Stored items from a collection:
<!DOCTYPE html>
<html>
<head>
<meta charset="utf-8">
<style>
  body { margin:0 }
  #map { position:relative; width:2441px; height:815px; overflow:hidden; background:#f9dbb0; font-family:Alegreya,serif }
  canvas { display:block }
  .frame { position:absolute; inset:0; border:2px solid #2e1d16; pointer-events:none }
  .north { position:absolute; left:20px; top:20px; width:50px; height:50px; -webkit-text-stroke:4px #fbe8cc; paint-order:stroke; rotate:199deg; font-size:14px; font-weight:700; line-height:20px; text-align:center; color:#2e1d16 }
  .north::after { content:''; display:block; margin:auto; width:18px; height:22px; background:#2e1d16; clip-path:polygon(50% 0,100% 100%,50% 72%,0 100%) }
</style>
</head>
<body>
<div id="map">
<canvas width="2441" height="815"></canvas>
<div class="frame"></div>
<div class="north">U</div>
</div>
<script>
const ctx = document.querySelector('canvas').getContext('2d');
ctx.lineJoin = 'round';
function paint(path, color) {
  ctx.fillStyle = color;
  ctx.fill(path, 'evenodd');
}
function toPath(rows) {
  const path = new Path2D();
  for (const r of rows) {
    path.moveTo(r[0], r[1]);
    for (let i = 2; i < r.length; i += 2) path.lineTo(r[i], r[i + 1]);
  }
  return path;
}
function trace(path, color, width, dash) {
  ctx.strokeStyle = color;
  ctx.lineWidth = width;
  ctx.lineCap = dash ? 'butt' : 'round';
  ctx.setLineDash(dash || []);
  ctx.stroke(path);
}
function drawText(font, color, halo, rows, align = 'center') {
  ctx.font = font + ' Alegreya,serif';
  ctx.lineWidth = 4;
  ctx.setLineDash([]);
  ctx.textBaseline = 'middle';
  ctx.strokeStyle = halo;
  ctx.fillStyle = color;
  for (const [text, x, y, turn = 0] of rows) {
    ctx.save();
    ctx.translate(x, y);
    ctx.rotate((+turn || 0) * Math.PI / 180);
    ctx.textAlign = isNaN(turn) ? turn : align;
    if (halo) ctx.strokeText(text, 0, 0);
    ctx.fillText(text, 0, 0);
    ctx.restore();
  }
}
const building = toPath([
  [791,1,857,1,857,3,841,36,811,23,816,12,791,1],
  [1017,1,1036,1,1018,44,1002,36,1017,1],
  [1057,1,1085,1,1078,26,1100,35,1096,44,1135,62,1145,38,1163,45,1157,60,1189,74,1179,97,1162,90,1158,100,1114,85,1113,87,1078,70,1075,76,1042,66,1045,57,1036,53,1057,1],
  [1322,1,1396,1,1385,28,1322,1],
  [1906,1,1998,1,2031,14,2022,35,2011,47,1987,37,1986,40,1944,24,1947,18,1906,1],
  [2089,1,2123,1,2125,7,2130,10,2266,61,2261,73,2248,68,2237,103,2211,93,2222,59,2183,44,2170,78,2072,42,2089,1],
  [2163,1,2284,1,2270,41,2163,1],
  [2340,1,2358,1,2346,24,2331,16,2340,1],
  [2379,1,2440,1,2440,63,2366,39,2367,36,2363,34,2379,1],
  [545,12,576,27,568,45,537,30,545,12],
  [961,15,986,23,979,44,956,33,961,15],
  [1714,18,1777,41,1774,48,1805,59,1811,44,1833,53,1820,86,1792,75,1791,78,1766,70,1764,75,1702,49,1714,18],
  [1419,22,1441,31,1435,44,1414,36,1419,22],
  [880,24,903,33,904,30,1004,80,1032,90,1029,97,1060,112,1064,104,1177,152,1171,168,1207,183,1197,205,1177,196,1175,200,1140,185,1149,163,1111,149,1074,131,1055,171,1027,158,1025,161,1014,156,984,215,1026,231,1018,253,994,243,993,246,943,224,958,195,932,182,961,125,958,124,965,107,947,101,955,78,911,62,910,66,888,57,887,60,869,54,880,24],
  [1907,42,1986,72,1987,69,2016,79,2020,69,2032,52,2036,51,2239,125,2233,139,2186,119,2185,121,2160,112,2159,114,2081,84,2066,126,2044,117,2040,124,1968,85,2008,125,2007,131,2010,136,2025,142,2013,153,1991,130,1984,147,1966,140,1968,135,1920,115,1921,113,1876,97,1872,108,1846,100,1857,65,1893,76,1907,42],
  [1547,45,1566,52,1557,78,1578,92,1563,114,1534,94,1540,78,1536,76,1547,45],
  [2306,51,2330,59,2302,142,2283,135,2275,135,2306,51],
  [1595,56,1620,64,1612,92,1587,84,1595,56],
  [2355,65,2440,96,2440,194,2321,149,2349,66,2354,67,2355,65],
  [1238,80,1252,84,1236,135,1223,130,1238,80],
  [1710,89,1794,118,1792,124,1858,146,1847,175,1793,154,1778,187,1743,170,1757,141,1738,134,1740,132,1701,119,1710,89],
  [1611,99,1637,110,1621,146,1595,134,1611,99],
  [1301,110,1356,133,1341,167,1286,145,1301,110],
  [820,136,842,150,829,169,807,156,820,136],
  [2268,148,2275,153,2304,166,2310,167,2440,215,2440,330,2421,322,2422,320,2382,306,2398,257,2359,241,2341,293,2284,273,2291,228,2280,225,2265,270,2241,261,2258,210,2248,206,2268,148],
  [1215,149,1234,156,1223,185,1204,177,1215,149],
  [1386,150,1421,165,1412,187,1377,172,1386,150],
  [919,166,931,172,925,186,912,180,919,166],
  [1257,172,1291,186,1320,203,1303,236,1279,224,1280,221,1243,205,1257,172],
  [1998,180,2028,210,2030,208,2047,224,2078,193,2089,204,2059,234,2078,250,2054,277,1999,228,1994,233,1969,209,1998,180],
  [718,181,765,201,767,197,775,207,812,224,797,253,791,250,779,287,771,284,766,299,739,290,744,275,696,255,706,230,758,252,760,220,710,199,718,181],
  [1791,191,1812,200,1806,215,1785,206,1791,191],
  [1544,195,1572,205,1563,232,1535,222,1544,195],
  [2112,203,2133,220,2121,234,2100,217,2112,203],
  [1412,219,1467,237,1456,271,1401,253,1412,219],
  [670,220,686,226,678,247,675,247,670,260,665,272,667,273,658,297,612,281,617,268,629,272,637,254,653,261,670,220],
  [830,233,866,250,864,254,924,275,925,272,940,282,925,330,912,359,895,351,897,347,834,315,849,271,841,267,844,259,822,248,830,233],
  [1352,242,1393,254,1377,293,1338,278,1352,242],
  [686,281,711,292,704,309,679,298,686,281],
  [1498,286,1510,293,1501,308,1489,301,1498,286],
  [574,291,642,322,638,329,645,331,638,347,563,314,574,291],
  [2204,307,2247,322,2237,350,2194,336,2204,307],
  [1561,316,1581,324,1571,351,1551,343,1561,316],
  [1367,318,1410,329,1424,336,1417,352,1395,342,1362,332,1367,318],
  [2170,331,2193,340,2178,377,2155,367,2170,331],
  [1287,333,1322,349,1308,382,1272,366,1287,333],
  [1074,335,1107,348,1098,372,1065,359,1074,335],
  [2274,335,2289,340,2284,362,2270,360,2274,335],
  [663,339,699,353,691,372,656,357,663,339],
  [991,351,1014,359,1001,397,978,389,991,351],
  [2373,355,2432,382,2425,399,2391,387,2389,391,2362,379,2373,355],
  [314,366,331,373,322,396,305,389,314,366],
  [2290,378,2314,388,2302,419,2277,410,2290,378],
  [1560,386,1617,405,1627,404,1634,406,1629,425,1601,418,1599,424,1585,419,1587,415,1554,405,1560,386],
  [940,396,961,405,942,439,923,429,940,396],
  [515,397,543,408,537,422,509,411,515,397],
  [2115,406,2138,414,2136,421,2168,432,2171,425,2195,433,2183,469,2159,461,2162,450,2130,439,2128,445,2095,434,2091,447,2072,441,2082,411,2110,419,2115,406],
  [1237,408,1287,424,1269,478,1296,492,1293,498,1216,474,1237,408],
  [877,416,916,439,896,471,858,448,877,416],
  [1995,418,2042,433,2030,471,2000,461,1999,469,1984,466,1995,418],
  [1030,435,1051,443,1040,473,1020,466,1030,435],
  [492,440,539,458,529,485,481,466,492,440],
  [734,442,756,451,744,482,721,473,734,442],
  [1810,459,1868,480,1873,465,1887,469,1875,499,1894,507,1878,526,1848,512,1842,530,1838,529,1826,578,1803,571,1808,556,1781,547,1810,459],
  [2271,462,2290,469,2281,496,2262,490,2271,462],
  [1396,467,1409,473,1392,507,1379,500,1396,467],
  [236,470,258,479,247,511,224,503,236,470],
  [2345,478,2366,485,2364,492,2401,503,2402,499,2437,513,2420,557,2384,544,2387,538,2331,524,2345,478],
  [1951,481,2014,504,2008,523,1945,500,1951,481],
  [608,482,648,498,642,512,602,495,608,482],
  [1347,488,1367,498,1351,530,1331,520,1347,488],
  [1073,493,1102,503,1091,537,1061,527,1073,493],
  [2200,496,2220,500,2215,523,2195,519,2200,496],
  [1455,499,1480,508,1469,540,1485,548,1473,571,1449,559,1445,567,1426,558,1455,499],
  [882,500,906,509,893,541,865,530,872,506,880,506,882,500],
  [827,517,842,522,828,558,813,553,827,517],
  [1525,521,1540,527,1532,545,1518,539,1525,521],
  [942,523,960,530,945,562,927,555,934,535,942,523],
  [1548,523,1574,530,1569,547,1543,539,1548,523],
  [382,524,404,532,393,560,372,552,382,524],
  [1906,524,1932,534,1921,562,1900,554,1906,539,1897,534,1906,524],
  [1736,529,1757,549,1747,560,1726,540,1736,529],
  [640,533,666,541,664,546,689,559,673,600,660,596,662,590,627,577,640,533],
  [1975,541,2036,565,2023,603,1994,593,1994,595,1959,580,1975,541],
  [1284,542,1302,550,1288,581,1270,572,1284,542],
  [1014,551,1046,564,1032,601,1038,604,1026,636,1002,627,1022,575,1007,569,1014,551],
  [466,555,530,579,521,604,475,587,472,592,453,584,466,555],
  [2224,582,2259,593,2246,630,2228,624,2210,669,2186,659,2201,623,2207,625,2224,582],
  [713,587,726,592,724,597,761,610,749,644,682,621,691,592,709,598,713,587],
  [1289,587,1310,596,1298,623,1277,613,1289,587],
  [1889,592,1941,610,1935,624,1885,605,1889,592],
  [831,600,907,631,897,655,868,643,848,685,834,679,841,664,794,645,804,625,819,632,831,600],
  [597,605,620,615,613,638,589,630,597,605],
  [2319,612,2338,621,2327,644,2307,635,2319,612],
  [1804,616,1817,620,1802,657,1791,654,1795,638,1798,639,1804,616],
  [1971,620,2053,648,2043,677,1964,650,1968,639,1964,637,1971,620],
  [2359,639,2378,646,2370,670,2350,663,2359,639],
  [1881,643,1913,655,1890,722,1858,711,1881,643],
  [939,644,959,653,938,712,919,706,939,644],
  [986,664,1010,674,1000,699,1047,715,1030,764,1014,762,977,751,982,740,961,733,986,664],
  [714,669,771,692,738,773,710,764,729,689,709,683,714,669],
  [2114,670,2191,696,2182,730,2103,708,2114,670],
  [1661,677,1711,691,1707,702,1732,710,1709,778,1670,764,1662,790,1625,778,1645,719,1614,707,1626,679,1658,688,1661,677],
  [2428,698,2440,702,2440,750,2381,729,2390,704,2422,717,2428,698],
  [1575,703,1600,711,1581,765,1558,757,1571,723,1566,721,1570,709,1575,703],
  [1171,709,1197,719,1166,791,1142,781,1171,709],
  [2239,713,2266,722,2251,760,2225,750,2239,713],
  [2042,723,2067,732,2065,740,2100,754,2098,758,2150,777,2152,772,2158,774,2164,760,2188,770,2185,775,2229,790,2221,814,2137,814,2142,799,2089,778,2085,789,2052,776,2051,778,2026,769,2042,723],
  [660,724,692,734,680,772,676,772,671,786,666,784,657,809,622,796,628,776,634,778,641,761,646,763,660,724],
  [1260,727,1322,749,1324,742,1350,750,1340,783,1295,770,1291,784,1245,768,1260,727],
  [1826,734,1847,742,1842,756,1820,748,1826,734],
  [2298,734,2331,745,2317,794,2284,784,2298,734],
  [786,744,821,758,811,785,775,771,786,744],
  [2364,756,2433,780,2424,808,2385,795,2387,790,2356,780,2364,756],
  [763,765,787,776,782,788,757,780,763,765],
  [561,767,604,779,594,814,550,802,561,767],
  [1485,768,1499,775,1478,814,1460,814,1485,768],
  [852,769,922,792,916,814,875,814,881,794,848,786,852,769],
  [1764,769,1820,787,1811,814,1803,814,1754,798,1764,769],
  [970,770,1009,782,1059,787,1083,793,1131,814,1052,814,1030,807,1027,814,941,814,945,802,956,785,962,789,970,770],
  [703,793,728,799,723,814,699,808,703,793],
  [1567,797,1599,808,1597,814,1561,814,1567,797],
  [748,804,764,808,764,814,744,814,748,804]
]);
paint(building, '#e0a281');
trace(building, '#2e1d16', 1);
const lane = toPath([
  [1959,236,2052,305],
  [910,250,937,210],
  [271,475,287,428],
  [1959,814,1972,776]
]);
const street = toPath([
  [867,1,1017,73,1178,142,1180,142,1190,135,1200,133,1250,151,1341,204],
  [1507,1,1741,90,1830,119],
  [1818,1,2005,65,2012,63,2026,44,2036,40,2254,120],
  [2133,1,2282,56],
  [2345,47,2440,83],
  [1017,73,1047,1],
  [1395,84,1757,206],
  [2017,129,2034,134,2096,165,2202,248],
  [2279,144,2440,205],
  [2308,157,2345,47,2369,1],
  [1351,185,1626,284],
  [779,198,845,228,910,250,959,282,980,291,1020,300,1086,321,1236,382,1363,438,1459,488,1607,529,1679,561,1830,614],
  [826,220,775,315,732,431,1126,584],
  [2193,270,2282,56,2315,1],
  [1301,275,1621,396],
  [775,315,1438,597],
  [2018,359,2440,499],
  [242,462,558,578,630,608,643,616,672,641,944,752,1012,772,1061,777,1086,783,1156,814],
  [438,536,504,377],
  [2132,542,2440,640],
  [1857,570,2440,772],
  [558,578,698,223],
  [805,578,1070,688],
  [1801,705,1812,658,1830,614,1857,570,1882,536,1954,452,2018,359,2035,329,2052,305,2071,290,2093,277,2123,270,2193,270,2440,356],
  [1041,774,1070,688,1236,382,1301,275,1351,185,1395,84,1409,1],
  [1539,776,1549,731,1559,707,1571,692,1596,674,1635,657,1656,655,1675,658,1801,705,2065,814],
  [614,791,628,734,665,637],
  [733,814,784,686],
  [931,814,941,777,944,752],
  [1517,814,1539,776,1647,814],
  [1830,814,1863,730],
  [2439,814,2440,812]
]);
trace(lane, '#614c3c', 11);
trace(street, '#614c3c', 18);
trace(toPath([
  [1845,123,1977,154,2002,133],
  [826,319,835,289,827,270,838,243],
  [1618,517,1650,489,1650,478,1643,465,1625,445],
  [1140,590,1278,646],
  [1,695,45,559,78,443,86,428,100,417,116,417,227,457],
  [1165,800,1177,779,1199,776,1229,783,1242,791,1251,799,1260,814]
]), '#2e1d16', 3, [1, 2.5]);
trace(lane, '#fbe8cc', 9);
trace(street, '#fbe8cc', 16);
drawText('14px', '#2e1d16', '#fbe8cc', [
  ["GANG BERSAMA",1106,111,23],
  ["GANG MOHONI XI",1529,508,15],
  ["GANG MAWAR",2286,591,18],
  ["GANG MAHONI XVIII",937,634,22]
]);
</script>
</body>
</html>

- [Your goal] Working through the records, copy each line in which the word "halo" appears.

- [Problem solution]
function drawText(font, color, halo, rows, align = 'center') {
  ctx.strokeStyle = halo;
    if (halo) ctx.strokeText(text, 0, 0);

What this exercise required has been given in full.